The expected result is the material below, reproduced exactly from its first line through the line containing "Quick job: Describe".

* [EXTRACTED INFORMATION]

☆ ☆ ☆ ☆

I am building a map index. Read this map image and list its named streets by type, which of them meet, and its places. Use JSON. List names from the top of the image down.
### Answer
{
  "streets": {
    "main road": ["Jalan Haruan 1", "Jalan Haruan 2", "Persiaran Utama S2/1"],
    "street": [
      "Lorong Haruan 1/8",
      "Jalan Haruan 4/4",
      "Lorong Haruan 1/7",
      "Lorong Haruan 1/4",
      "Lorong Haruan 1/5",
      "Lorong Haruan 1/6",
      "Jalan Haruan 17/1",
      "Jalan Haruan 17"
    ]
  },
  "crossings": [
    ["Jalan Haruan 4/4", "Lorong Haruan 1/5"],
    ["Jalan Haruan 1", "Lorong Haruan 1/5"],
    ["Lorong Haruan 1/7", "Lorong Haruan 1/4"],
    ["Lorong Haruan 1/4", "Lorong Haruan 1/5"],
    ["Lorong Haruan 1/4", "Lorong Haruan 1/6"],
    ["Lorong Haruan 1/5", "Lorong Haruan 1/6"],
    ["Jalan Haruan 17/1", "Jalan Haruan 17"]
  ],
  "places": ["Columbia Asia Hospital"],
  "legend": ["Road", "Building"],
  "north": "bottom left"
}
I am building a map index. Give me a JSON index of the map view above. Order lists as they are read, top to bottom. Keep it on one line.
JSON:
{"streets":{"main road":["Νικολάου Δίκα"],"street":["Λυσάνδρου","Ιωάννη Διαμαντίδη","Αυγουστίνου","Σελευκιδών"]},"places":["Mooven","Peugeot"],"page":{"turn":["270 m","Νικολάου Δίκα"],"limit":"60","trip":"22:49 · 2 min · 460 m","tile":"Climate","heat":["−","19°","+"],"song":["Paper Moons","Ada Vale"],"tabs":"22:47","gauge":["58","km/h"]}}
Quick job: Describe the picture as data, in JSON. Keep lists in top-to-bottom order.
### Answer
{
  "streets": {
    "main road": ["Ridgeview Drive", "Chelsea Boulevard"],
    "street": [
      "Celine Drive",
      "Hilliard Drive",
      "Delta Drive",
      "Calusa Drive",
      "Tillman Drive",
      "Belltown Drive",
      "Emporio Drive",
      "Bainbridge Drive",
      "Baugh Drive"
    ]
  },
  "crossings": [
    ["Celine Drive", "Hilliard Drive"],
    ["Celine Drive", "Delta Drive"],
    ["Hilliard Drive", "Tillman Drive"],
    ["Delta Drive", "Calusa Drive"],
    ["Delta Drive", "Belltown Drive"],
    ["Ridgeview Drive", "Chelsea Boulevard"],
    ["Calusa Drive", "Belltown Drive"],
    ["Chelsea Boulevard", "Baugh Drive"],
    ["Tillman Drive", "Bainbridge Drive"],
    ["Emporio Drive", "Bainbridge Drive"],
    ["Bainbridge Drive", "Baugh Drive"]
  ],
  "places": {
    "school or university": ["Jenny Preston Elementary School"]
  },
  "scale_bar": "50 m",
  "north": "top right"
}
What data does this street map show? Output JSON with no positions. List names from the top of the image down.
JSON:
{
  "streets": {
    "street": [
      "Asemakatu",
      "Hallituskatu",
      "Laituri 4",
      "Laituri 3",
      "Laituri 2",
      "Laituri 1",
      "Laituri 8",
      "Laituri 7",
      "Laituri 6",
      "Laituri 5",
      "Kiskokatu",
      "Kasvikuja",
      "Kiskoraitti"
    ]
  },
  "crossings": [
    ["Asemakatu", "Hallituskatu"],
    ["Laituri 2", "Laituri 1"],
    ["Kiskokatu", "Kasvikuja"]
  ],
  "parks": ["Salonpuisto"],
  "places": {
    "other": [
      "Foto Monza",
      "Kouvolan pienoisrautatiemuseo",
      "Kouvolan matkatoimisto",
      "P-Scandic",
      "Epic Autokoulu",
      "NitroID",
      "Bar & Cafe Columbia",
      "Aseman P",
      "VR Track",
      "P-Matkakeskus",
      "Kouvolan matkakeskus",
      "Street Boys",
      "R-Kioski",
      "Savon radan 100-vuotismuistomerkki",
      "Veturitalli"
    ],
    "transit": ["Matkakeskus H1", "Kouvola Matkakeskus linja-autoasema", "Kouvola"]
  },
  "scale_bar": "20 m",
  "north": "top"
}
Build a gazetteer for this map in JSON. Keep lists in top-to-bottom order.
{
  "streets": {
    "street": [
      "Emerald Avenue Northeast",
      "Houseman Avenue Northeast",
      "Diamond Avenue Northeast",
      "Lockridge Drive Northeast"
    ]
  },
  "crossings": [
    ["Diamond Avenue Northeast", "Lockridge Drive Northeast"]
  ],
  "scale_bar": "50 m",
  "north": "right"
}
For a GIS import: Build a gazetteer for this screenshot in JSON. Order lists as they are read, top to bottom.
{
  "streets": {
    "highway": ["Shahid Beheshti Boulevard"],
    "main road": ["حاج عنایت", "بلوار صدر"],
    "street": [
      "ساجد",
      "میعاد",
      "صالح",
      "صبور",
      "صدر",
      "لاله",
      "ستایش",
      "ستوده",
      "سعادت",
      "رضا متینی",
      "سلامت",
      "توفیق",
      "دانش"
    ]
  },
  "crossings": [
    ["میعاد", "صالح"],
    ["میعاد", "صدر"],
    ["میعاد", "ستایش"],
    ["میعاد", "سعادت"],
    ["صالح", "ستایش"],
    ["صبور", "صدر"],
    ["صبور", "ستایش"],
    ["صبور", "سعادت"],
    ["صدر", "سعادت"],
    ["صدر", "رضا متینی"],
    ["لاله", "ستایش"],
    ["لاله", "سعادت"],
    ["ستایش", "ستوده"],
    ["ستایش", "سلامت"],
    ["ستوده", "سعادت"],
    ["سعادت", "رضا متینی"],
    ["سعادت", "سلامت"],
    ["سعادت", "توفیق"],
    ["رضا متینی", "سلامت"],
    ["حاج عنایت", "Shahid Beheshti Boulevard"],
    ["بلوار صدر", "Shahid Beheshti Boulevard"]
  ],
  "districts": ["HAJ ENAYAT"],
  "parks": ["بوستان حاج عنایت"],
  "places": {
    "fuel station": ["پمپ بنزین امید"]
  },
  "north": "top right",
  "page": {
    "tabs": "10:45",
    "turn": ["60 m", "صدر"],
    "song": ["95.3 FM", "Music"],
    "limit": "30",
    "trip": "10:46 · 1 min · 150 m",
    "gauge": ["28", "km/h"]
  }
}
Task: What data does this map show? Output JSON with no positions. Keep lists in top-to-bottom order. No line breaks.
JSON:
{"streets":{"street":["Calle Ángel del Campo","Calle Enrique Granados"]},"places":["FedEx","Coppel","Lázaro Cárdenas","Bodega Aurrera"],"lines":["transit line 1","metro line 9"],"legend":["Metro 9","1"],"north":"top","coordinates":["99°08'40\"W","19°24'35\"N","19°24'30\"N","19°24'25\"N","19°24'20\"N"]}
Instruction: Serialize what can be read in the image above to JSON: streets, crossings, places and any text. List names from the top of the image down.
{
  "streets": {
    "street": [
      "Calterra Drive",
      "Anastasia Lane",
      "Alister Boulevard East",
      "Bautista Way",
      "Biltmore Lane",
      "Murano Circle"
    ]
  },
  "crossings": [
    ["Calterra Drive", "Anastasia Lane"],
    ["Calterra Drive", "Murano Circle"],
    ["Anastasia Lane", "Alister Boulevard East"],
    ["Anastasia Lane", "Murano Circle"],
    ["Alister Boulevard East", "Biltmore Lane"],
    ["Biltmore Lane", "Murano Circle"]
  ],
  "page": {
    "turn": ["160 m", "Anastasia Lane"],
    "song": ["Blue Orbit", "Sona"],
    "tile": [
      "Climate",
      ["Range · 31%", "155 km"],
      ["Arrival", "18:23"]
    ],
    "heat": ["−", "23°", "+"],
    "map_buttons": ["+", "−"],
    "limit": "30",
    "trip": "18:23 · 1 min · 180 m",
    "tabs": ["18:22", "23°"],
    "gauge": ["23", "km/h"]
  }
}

☆ ☆ ☆ ☆

* [SOLVED EXERCISE]
I am building a map index. Read this map image and list its named streets by type, which of them meet, and its places. Use JSON. List names from the top of the image down.
### Answer
{
  "streets": {
    "main road": ["Jalan Haruan 1", "Jalan Haruan 2", "Persiaran Utama S2/1"],
    "street": [
      "Lorong Haruan 1/8",
      "Jalan Haruan 4/4",
      "Lorong Haruan 1/7",
      "Lorong Haruan 1/4",
      "Lorong Haruan 1/5",
      "Lorong Haruan 1/6",
      "Jalan Haruan 17/1",
      "Jalan Haruan 17"
    ]
  },
  "crossings": [
    ["Jalan Haruan 4/4", "Lorong Haruan 1/5"],
    ["Jalan Haruan 1", "Lorong Haruan 1/5"],
    ["Lorong Haruan 1/7", "Lorong Haruan 1/4"],
    ["Lorong Haruan 1/4", "Lorong Haruan 1/5"],
    ["Lorong Haruan 1/4", "Lorong Haruan 1/6"],
    ["Lorong Haruan 1/5", "Lorong Haruan 1/6"],
    ["Jalan Haruan 17/1", "Jalan Haruan 17"]
  ],
  "places": ["Columbia Asia Hospital"],
  "legend": ["Road", "Building"],
  "north": "bottom left"
}
I am building a map index. Give me a JSON index of the map view above. Order lists as they are read, top to bottom. Keep it on one line.
JSON:
{"streets":{"main road":["Νικολάου Δίκα"],"street":["Λυσάνδρου","Ιωάννη Διαμαντίδη","Αυγουστίνου","Σελευκιδών"]},"places":["Mooven","Peugeot"],"page":{"turn":["270 m","Νικολάου Δίκα"],"limit":"60","trip":"22:49 · 2 min · 460 m","tile":"Climate","heat":["−","19°","+"],"song":["Paper Moons","Ada Vale"],"tabs":"22:47","gauge":["58","km/h"]}}
Quick job: Describe the picture as data, in JSON. Keep lists in top-to-bottom order.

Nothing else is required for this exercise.